These were painted not simply to please the friars but as an aid to their spiritual growth, and they make San Marco a little school of theology. Take just two of the pictures, which represent two great stages of salvation: The first is large and greets visitors as they climb the convent stairs. It is the famous Annunciation scene, where a series of arches mirrors the cloister and frames the encounter between Gabriel and Mary. Two figures bow towards each other in acceptance of God’s Will. Each is framed separately, and between them lies the future of the world. Recalling it, the cultural critic George Steiner describes a “’terrible beauty’ or gravity breaking into the small house of our cautionary being. If we have heard rightly the wing-beat and provocation of that visit, the house is no longer habitable in the same way as it was before.”

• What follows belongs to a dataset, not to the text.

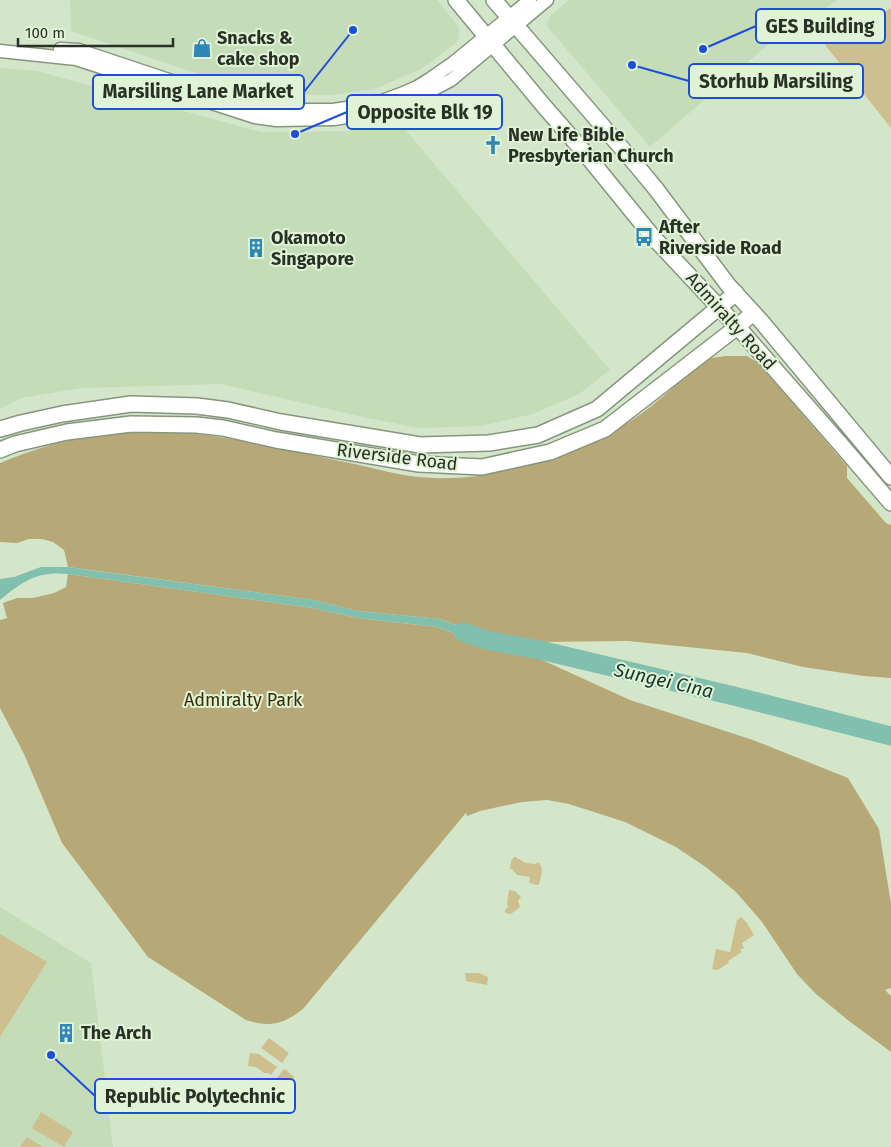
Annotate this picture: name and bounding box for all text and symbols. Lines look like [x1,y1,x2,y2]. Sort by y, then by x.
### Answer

The second painting is a Resurrection scene – again, an image of God’s communication to a woman. Mary Magdalene, who has remained at the tomb while her companions have rejoined their friends, is the first disciple to see the risen Lord. Like Mary at the Annunciation she becomes a privileged witness of the Good News – the news of Jesus being “born” from the dead. The arches here are formed by trees and tomb, and she kneels to embrace her Lord, who tells her she must not yet cling to him… She must carry this news to her brothers and sisters, telling them, “I am ascending to my Father and your Father, to my God and your God.” The great work of salvation is complete.